3.  Some of the challenges

One business reflection was that human rights language can be too abstract and the use of the term ‘due diligence’ can also be ambiguous. It is often not tangible enough for the business manager not educated in human rights, and therefore mapping human rights onto management language was seen to be essential. One example is the language of risks. Many in business will assume that “risk” means “enterprise risk” and not “the human risk to individual people”. It is also not always useful to frame human rights risks as reputational risks – as sometimes they are not, or the reputational risk is too small to maintain the attention of senior business managers. Another perspective was that there is now serious legal risk for those businesses failing to undertake due diligence on issues relating to human trafficking or forced labour, for example, and the withdrawal of ‘social licence’ by communities or customers can hit the bottom line of many major companies.

It is clear from the discussion that non-financial due diligence, particularly that not codified in law, can be hard to quantify in a company. It is hard to put a value on prevention, on the valued added of measures that to ensure that something does not happen. The cost to a company due to industrial action, or a community blocking access roads to a mine for example, can be calculated, but it is much harder to set against this the value of mitigations that have reduced the likelihood of negative impacts on rights holders. This suggests that a “cost-driven” business case for non-financial due diligence can be the wrong way to look at it, as it will almost always be impossible to measure the effectiveness of due diligence in such a way. Due diligence might be an issue of legal compliance, or a compliance with internal codes but the business case beyond this is better set in “social licence” terms – that it maintains long-term relationships between a company’s activity and the society in which it operates. In other words, the business case for non-financial due diligence needs to be made in societal terms – the loss of trust and legitimacy that will be made if it is not employed, as well as the reputational and legal consequences of acting in a reckless or irresponsible manner.

Several at the event reflected that the full array of incentives needed for the level playing field are not yet in place, and that some companies will continue to ignore requirements that are not legally binding. Due diligence regulation is emerging in relation to particular issues (such as corruption, conflict minerals, human trafficking or high risk countries) but NCPs themselves should operate as if the knowledge requirement is clear and well stated. In other words, the threshold for “known” and “should have known” should be regarded as being equal. Wilful ignorance should never be a defence when it comes to not carrying out adequate levels of due diligence.

 4.  Lessons learned

NCPs seem to have a relatively high number of cases on due diligence for what is a relatively new issue. This is particularly complex in relation to supply chain management and contractual partners. One of the main problems is to identify and get closer to understanding of when a company is directly linked to what goes on in its supply chain. Given the company needs to focus of the scale of the abuse, and its relationship to it, sometimes it means attempting to manage issues that are twelve layers down the supply chain.

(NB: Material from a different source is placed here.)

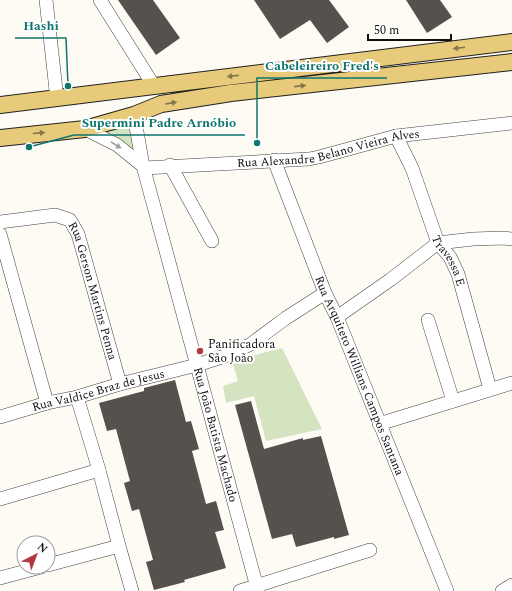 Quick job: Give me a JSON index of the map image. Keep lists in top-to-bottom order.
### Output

A key reason for the rejection of many cases by NCPs is insufficient documentation to demonstrate the direct linkage to the company. However, paperwork should not become the standard here – cases should focus less on whether the company had the knowledge or not and more on whether the company should have had it within that specific (high risk) context. Then it is up to the company to demonstrate whether or not its own due diligence procedures were adequate for the challenges its affected stakeholders faced.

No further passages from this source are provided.